*Goal of the exercise*: Below are records; give the number of their lines that hold the word "arrow", and write nothing more.

*Excerpted records*:
:::
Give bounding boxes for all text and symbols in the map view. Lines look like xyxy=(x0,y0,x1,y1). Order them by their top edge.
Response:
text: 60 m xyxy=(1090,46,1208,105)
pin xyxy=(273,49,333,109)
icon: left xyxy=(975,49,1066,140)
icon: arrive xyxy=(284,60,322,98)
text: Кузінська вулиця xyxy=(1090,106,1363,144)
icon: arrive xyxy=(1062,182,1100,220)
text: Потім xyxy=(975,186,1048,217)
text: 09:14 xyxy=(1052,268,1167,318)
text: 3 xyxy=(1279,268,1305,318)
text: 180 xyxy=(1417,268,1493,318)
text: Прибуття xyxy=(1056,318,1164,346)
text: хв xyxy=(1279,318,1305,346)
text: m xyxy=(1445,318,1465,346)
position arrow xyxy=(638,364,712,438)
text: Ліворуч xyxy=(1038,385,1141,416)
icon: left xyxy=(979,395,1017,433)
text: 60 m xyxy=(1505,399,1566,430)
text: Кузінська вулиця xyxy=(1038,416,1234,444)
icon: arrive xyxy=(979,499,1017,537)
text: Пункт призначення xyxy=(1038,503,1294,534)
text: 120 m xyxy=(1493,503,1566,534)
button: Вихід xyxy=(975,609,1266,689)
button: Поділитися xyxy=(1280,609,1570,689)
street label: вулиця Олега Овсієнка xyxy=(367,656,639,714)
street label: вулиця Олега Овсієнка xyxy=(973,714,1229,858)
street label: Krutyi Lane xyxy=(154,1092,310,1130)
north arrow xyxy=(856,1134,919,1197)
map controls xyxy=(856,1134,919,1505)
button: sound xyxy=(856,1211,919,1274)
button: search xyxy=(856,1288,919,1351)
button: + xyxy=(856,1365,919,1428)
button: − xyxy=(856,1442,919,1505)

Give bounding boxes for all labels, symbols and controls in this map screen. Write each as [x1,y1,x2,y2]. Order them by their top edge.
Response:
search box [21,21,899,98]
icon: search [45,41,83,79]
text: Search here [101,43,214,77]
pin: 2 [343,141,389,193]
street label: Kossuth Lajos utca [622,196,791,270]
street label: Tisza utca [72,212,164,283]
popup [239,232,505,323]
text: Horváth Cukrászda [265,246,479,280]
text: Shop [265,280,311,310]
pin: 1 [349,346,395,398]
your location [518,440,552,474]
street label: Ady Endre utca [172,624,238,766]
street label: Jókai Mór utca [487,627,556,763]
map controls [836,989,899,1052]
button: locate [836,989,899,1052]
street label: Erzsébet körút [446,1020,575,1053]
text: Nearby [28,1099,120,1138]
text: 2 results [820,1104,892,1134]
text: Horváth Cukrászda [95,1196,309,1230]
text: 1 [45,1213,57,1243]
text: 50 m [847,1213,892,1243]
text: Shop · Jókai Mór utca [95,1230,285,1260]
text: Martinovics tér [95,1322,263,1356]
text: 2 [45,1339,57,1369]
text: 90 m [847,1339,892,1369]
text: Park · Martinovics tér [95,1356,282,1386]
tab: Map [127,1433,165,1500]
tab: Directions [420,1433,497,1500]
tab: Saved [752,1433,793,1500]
:::
*Response to this task*: 2